◆ **Activity**:
All entries need to be written out verbatim, with pictures omitted.
[Opening Supplied records section]
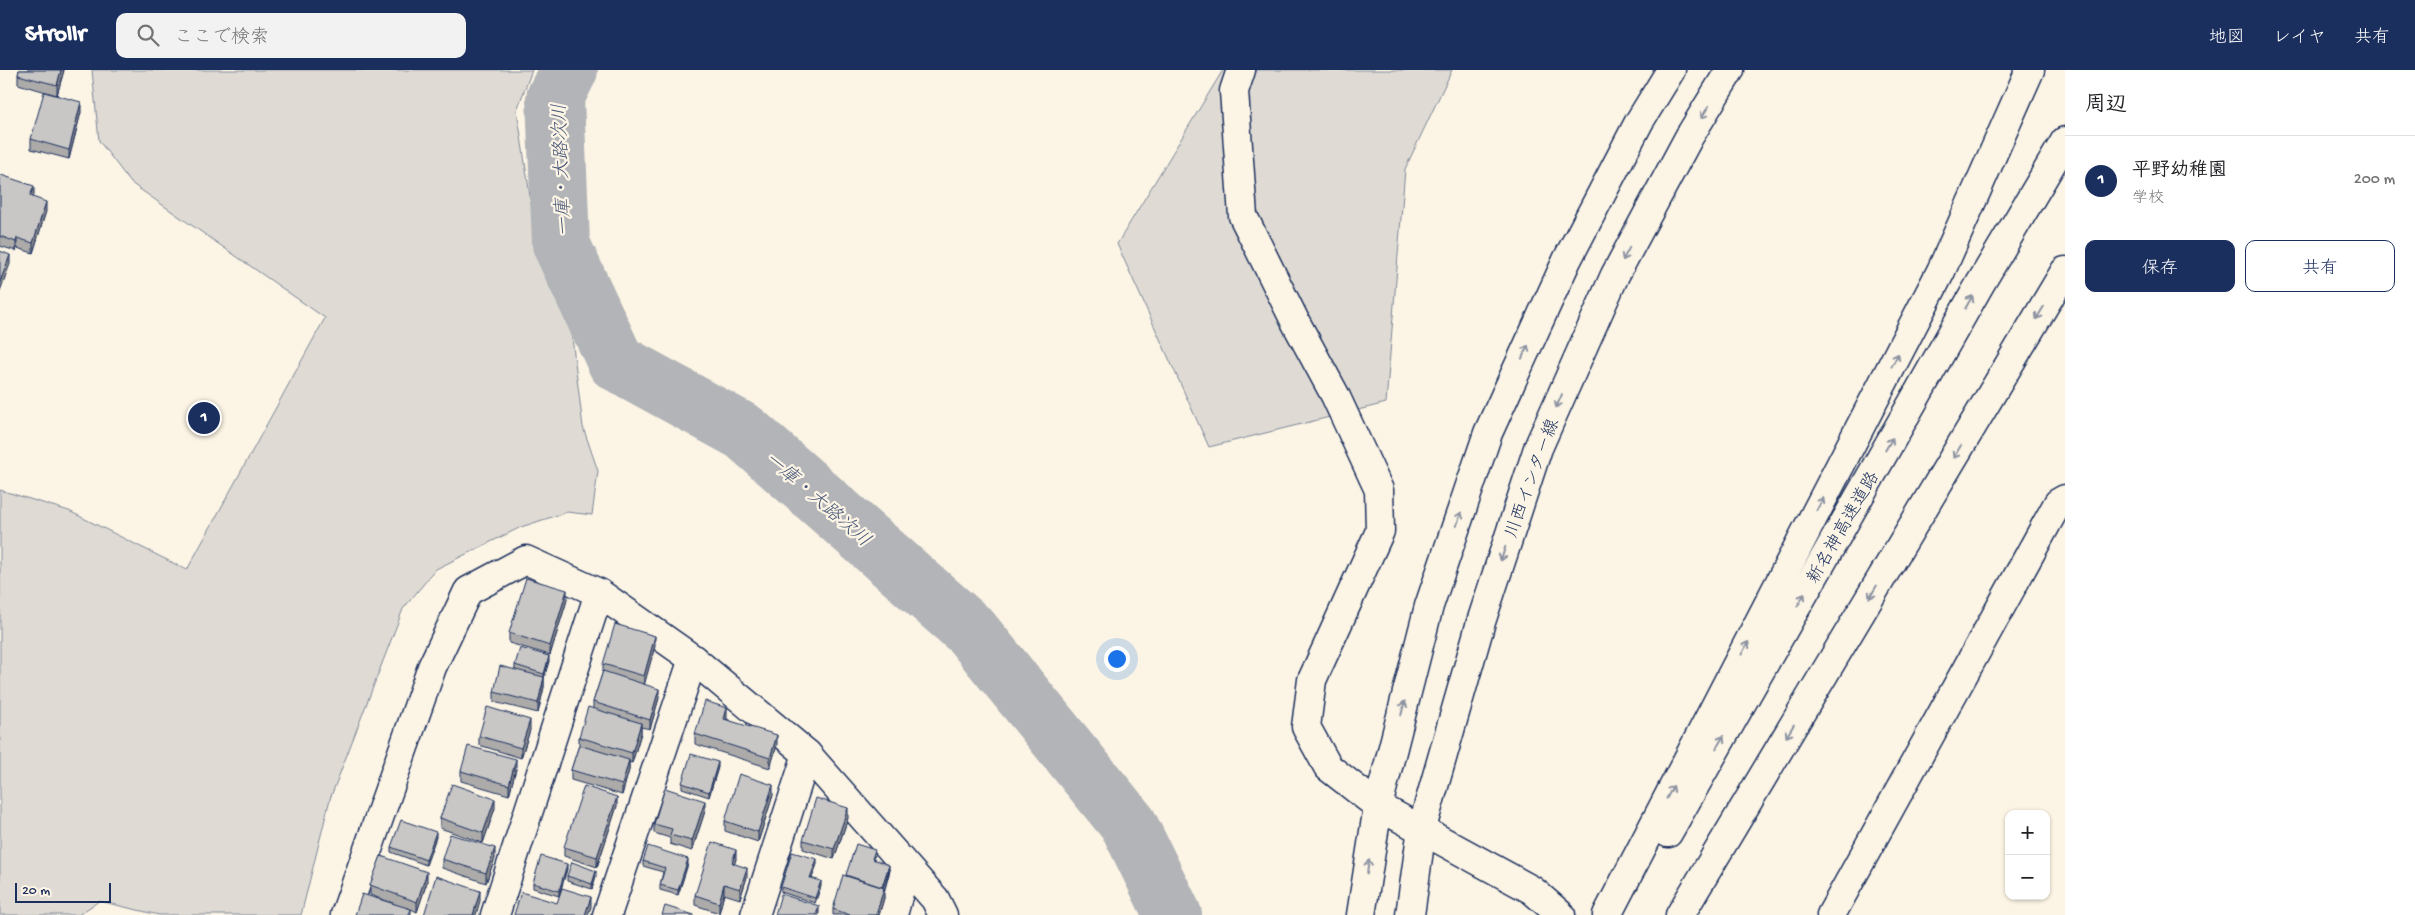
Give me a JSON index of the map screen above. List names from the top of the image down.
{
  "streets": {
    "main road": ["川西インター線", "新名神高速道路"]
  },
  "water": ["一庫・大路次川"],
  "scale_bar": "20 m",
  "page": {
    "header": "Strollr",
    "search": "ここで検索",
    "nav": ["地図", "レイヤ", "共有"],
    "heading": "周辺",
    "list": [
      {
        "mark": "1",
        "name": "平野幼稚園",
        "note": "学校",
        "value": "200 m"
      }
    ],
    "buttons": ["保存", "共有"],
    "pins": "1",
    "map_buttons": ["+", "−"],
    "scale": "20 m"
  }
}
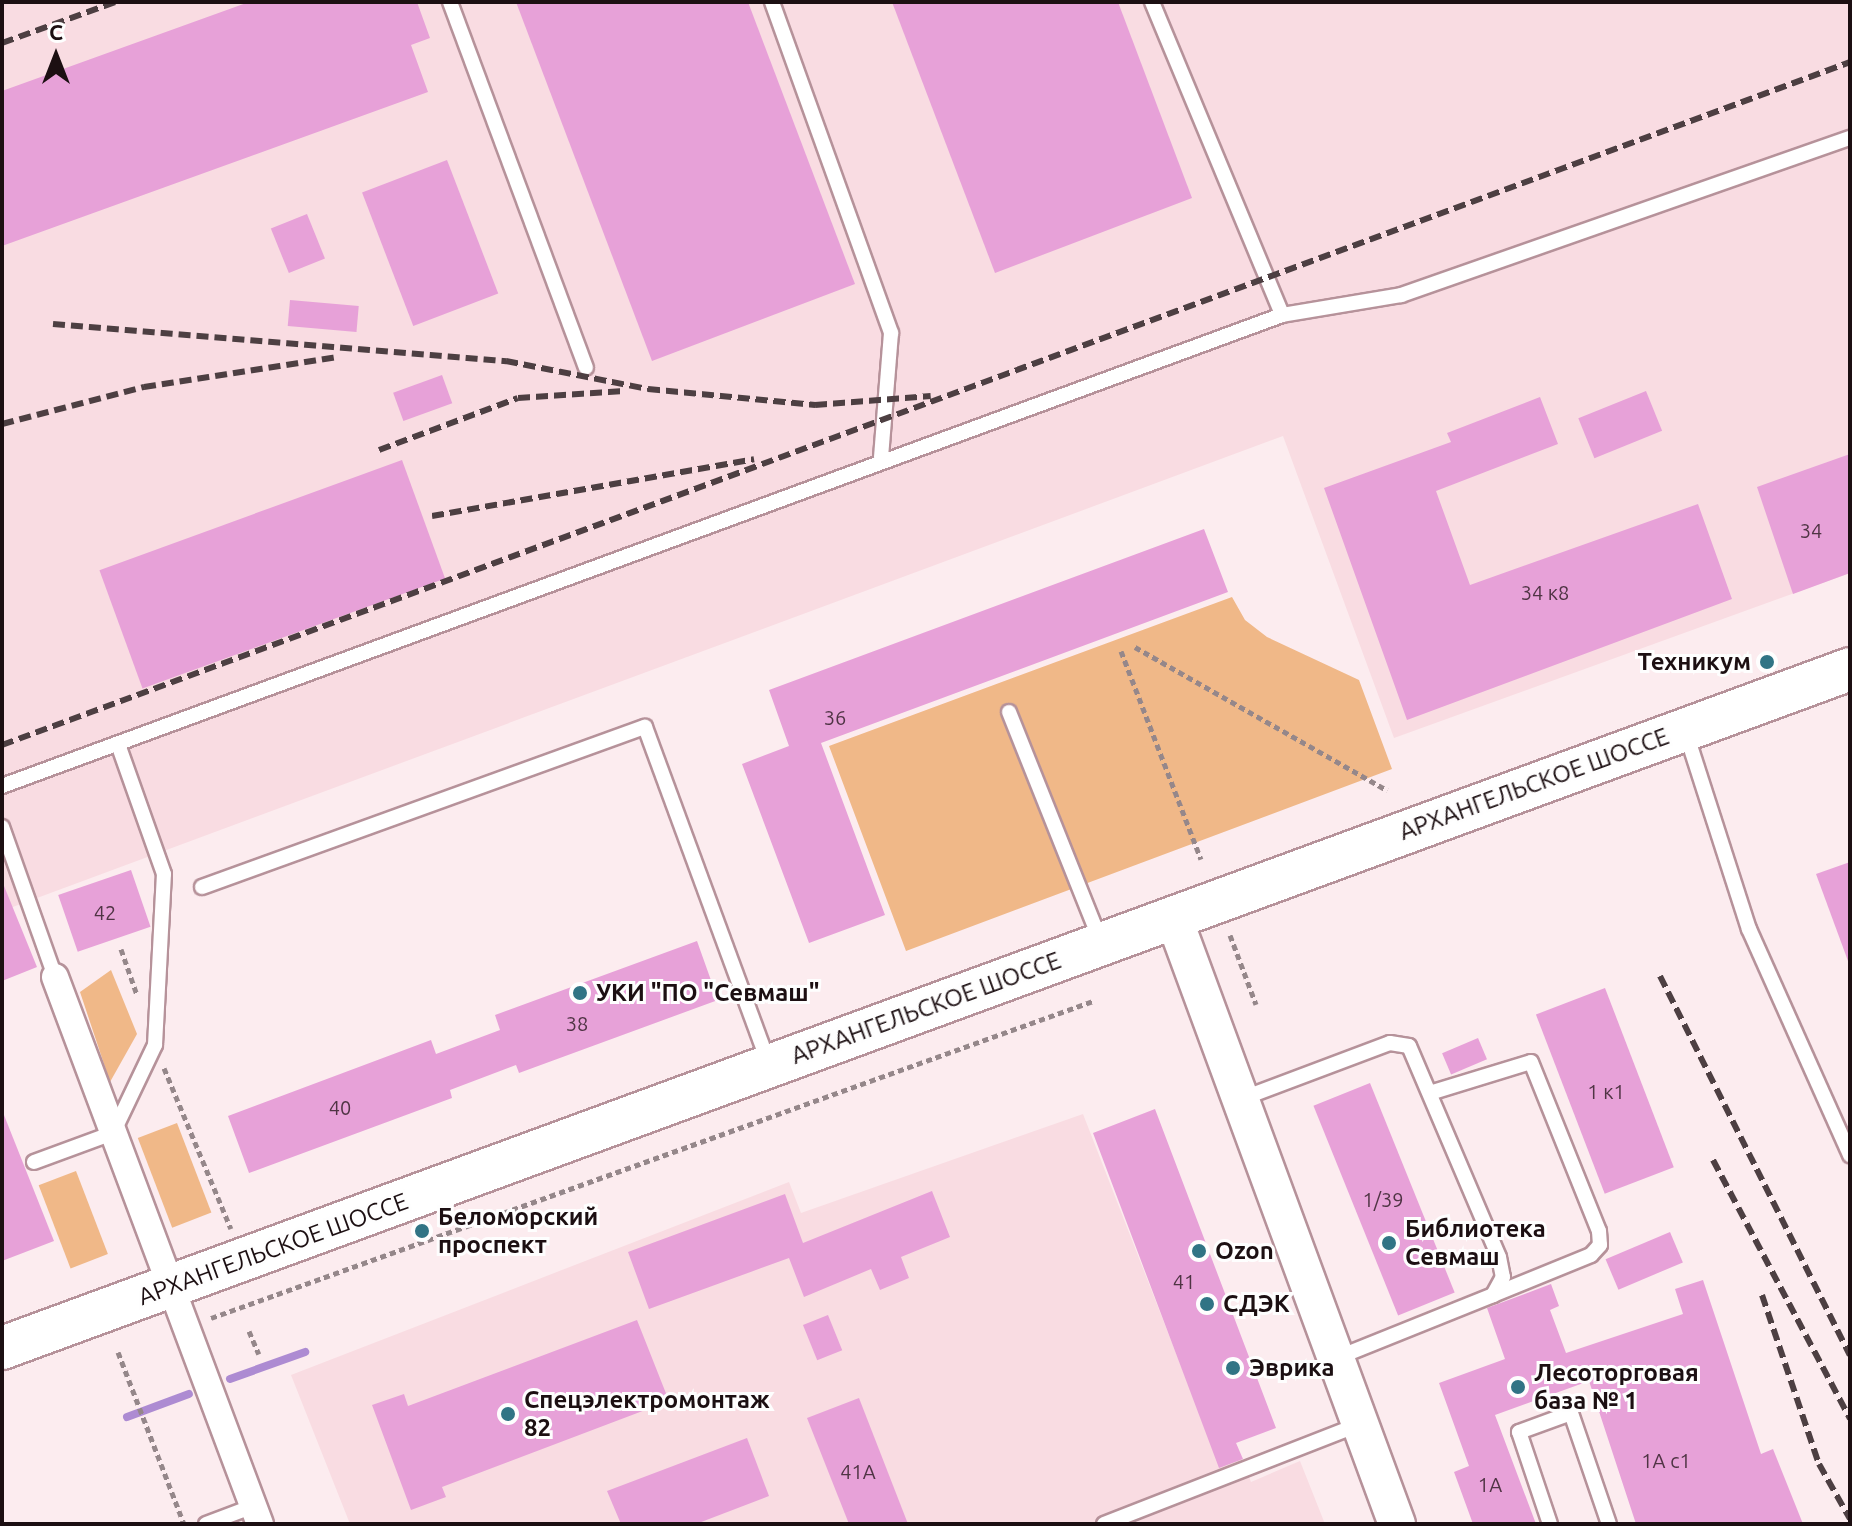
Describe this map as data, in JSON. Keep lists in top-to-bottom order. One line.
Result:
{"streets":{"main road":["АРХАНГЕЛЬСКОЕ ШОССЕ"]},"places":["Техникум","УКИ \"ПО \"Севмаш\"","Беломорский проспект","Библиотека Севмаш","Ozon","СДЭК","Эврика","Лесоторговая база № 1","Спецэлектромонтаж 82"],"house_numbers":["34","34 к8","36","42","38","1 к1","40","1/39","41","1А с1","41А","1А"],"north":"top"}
[Closing Supplied records section]
◆ **Your solution**:
Give me a JSON index of the map screen above. List names from the top of the image down.
{
  "streets": {
    "main road": ["川西インター線", "新名神高速道路"]
  },
  "water": ["一庫・大路次川"],
  "scale_bar": "20 m",
  "page": {
    "header": "Strollr",
    "search": "ここで検索",
    "nav": ["地図", "レイヤ", "共有"],
    "heading": "周辺",
    "list": [
      {
        "mark": "1",
        "name": "平野幼稚園",
        "note": "学校",
        "value": "200 m"
      }
    ],
    "buttons": ["保存", "共有"],
    "pins": "1",
    "map_buttons": ["+", "−"],
    "scale": "20 m"
  }
}
Describe this map as data, in JSON. Keep lists in top-to-bottom order. One line.
Result:
{"streets":{"main road":["АРХАНГЕЛЬСКОЕ ШОССЕ"]},"places":["Техникум","УКИ \"ПО \"Севмаш\"","Беломорский проспект","Библиотека Севмаш","Ozon","СДЭК","Эврика","Лесоторговая база № 1","Спецэлектромонтаж 82"],"house_numbers":["34","34 к8","36","42","38","1 к1","40","1/39","41","1А с1","41А","1А"],"north":"top"}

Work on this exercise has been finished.